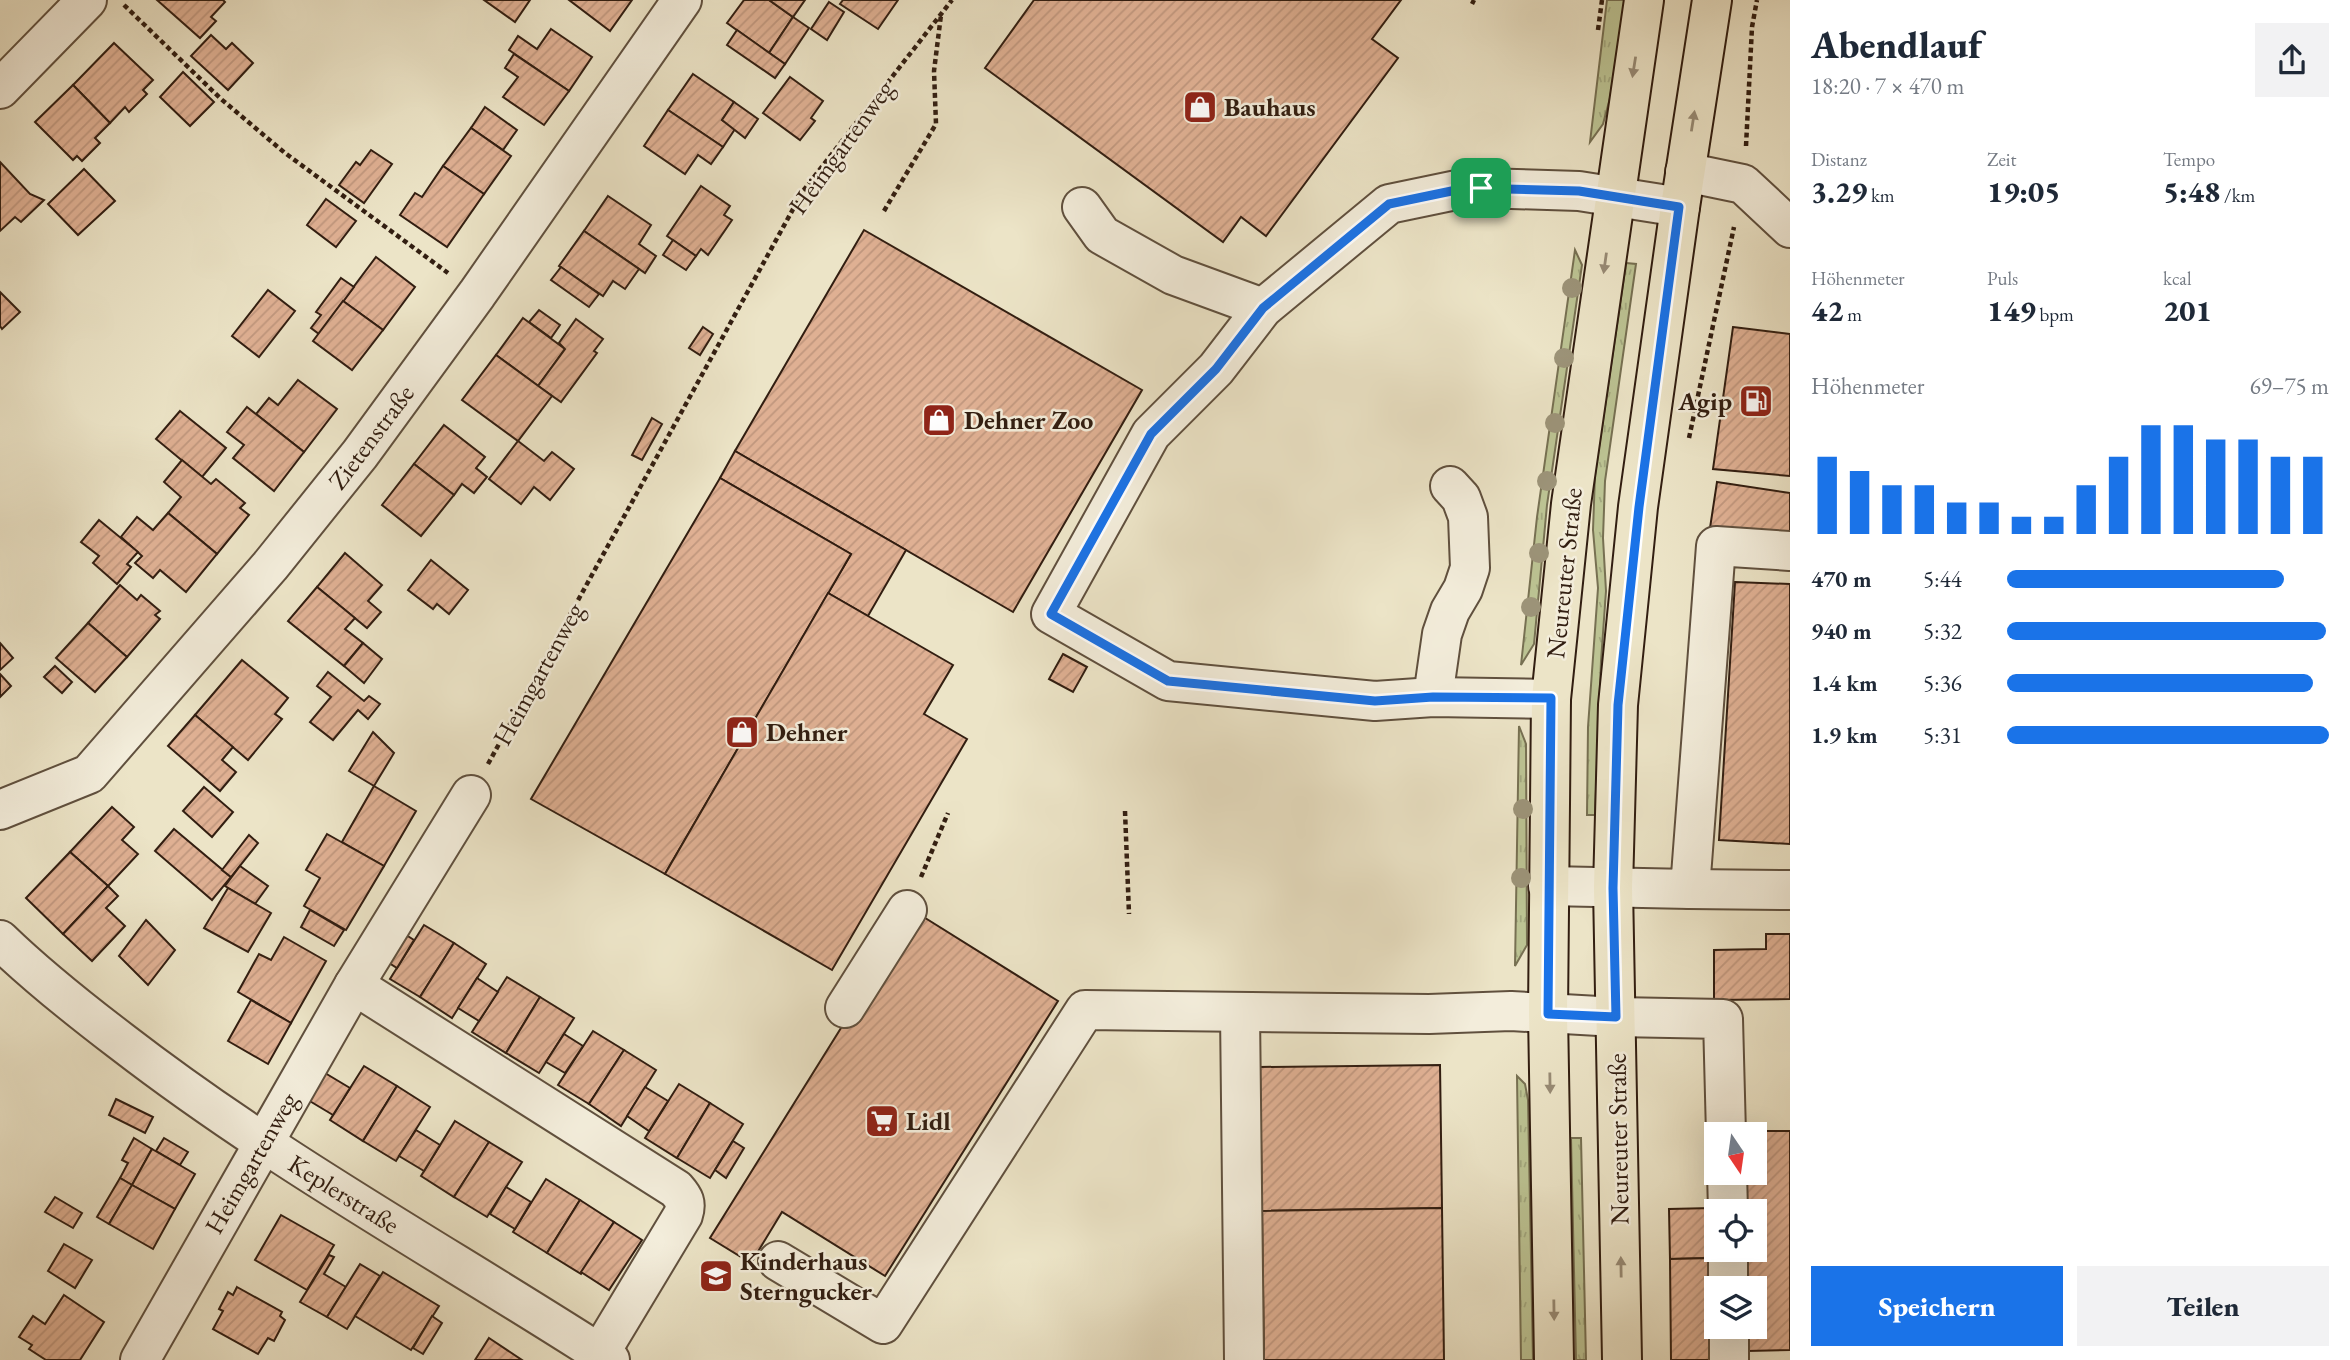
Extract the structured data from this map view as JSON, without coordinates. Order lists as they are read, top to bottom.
{
  "streets": {
    "main road": ["Neureuter Straße"],
    "street": ["Heimgartenweg", "Zietenstraße", "Keplerstraße"]
  },
  "crossings": [
    ["Heimgartenweg", "Keplerstraße"]
  ],
  "places": {
    "shop": ["Bauhaus", "Dehner Zoo", "Dehner"],
    "fuel station": ["Agip"],
    "supermarket": ["Lidl"],
    "school or university": ["Kinderhaus Sterngucker"]
  },
  "north": "bottom",
  "page": {
    "heading": ["Abendlauf", "18:20 · 7 × 470 m"],
    "stats": [
      ["Distanz", "3.29 km"],
      ["Zeit", "19:05"],
      ["Tempo", "5:48 /km"],
      ["Höhenmeter", "42 m"],
      ["Puls", "149 bpm"],
      ["kcal", "201"]
    ],
    "chart": ["Höhenmeter", "69–75 m"],
    "list": [
      {
        "name": "470 m",
        "note": "5:44"
      },
      {
        "name": "940 m",
        "note": "5:32"
      },
      {
        "name": "1.4 km",
        "note": "5:36"
      },
      {
        "name": "1.9 km",
        "note": "5:31"
      }
    ],
    "buttons": ["Speichern", "Teilen"]
  }
}
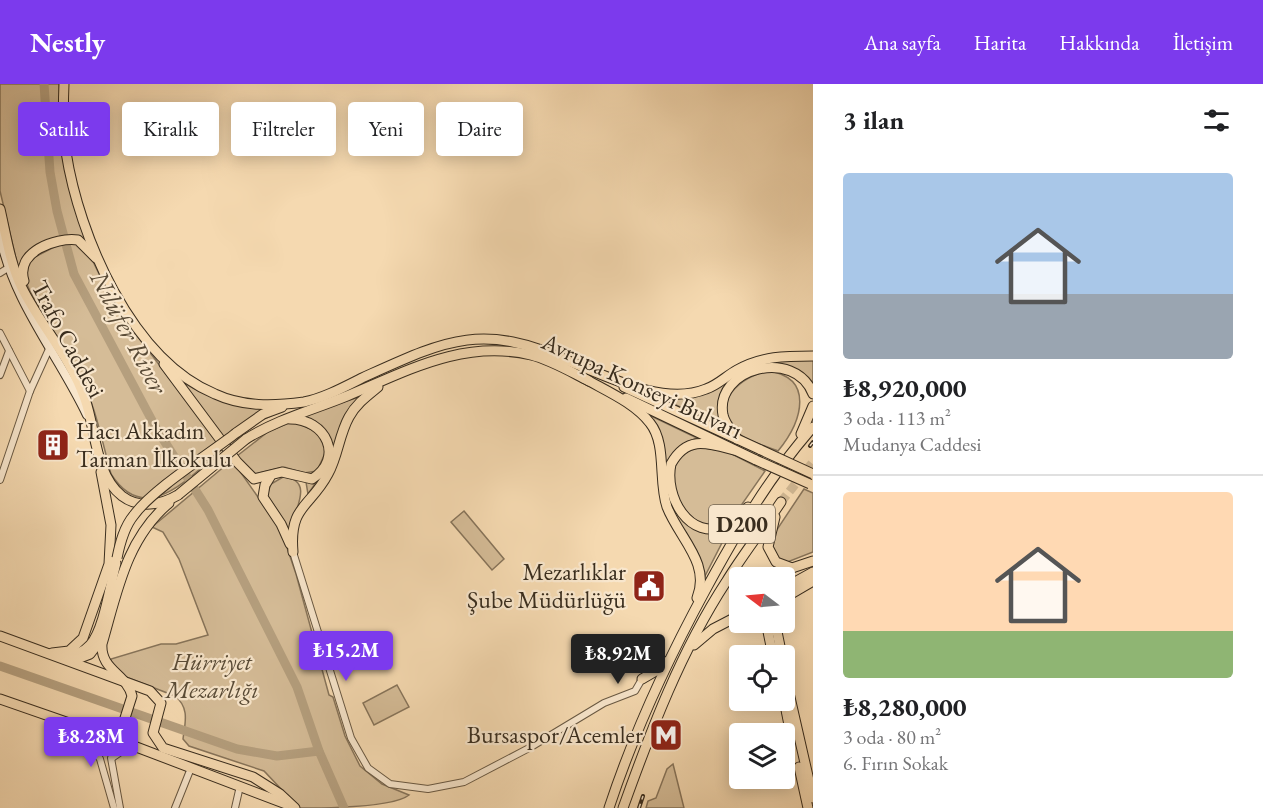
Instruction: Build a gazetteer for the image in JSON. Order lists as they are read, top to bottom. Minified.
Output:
{"streets":{"main road":["Trafo Caddesi","Avrupa Konseyi Bulvarı","D200"]},"crossings":[["Trafo Caddesi","Avrupa Konseyi Bulvarı"]],"water":["Nilüfer River"],"parks":["Hürriyet Mezarlığı"],"places":{"building":["Hacı Akkadın Tarman İlkokulu"],"public building":["Mezarlıklar Şube Müdürlüğü"],"metro station":["Bursaspor/Acemler"]},"north":"left","page":{"header":"Nestly","nav":["Ana sayfa","Harita","Hakkında","İletişim"],"heading":"3 ilan","chip":["Satılık","Kiralık","Filtreler","Yeni","Daire"],"list":[{"name":"₺8,920,000","note":"3 oda · 113 m² · Mudanya Caddesi"},{"name":"₺8,280,000","note":"3 oda · 80 m² · 6. Fırın Sokak"}],"price":["₺15.2M","₺8.92M","₺8.28M"]}}
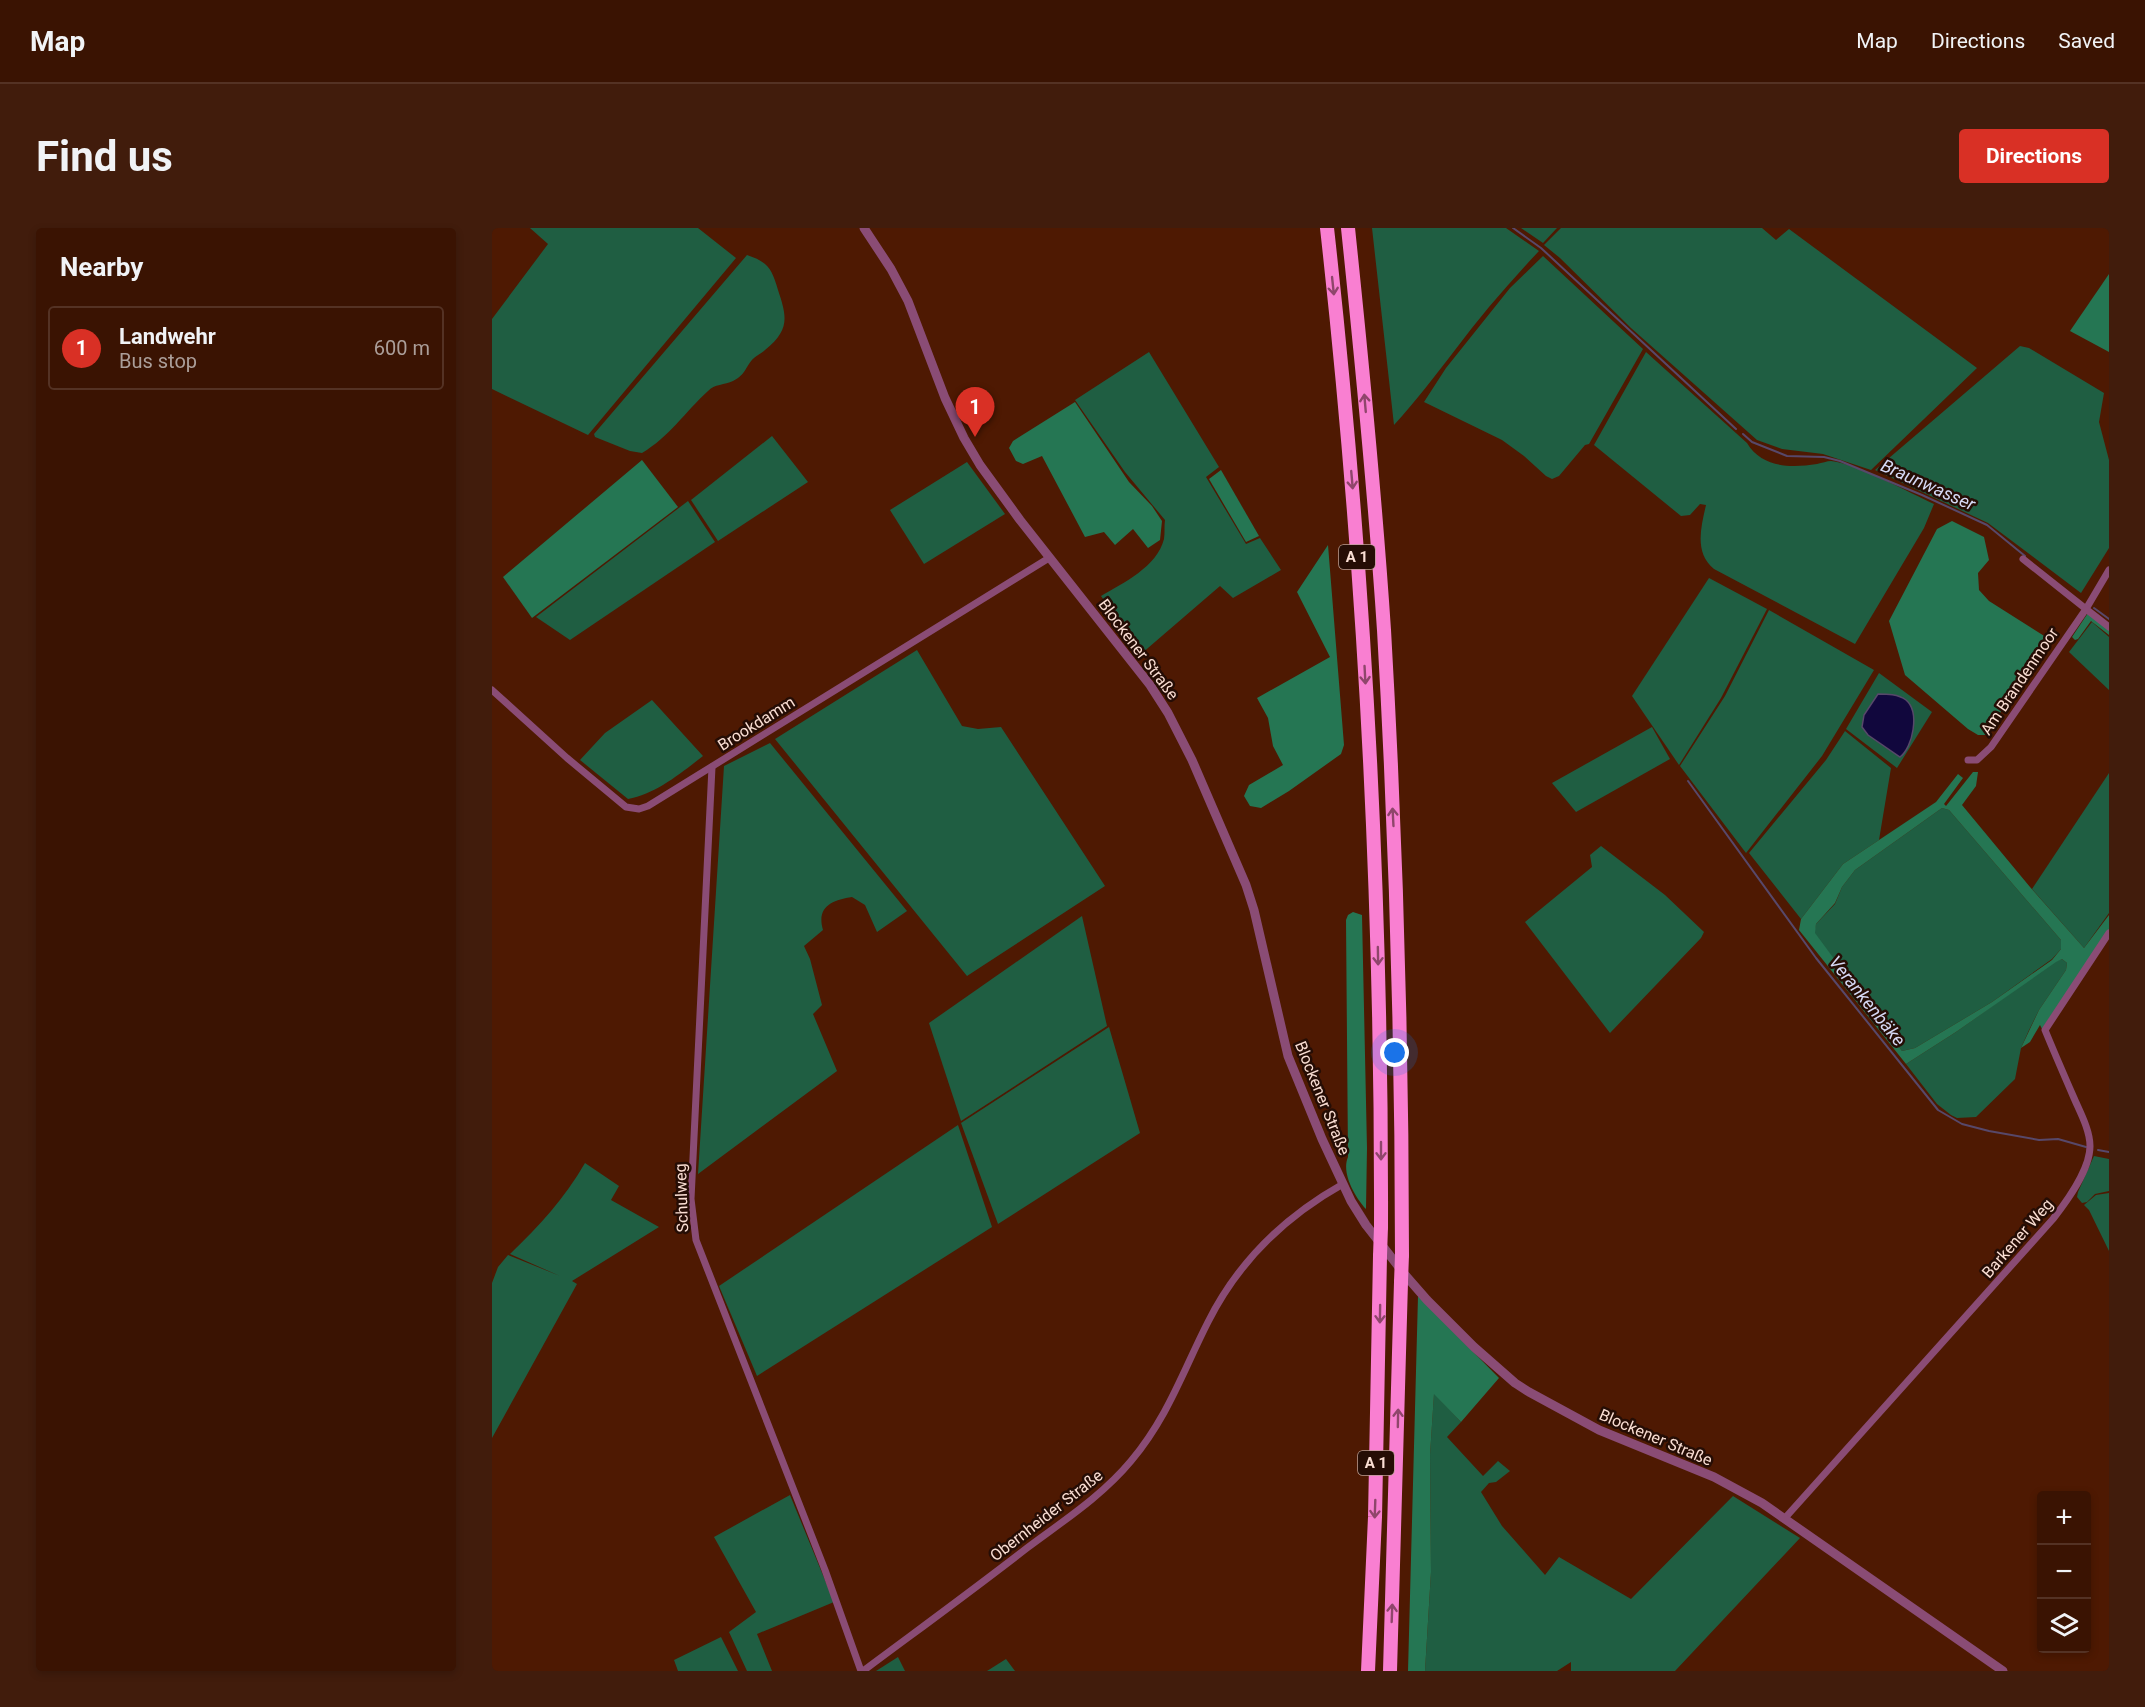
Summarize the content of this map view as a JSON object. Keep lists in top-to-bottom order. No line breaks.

···

- _Brief_:
Please transcribe the whole listing above exactly, with the images left out.

- _Result of the task_:
Extract the structured data from this map view as JSON, without coordinates. Order lists as they are read, top to bottom.
{
  "streets": {
    "main road": ["Neureuter Straße"],
    "street": ["Heimgartenweg", "Zietenstraße", "Keplerstraße"]
  },
  "crossings": [
    ["Heimgartenweg", "Keplerstraße"]
  ],
  "places": {
    "shop": ["Bauhaus", "Dehner Zoo", "Dehner"],
    "fuel station": ["Agip"],
    "supermarket": ["Lidl"],
    "school or university": ["Kinderhaus Sterngucker"]
  },
  "north": "bottom",
  "page": {
    "heading": ["Abendlauf", "18:20 · 7 × 470 m"],
    "stats": [
      ["Distanz", "3.29 km"],
      ["Zeit", "19:05"],
      ["Tempo", "5:48 /km"],
      ["Höhenmeter", "42 m"],
      ["Puls", "149 bpm"],
      ["kcal", "201"]
    ],
    "chart": ["Höhenmeter", "69–75 m"],
    "list": [
      {
        "name": "470 m",
        "note": "5:44"
      },
      {
        "name": "940 m",
        "note": "5:32"
      },
      {
        "name": "1.4 km",
        "note": "5:36"
      },
      {
        "name": "1.9 km",
        "note": "5:31"
      }
    ],
    "buttons": ["Speichern", "Teilen"]
  }
}
Instruction: Build a gazetteer for the image in JSON. Order lists as they are read, top to bottom. Minified.
Output:
{"streets":{"main road":["Trafo Caddesi","Avrupa Konseyi Bulvarı","D200"]},"crossings":[["Trafo Caddesi","Avrupa Konseyi Bulvarı"]],"water":["Nilüfer River"],"parks":["Hürriyet Mezarlığı"],"places":{"building":["Hacı Akkadın Tarman İlkokulu"],"public building":["Mezarlıklar Şube Müdürlüğü"],"metro station":["Bursaspor/Acemler"]},"north":"left","page":{"header":"Nestly","nav":["Ana sayfa","Harita","Hakkında","İletişim"],"heading":"3 ilan","chip":["Satılık","Kiralık","Filtreler","Yeni","Daire"],"list":[{"name":"₺8,920,000","note":"3 oda · 113 m² · Mudanya Caddesi"},{"name":"₺8,280,000","note":"3 oda · 80 m² · 6. Fırın Sokak"}],"price":["₺15.2M","₺8.92M","₺8.28M"]}}
Summarize the content of this map view as a JSON object. Keep lists in top-to-bottom order. No line breaks.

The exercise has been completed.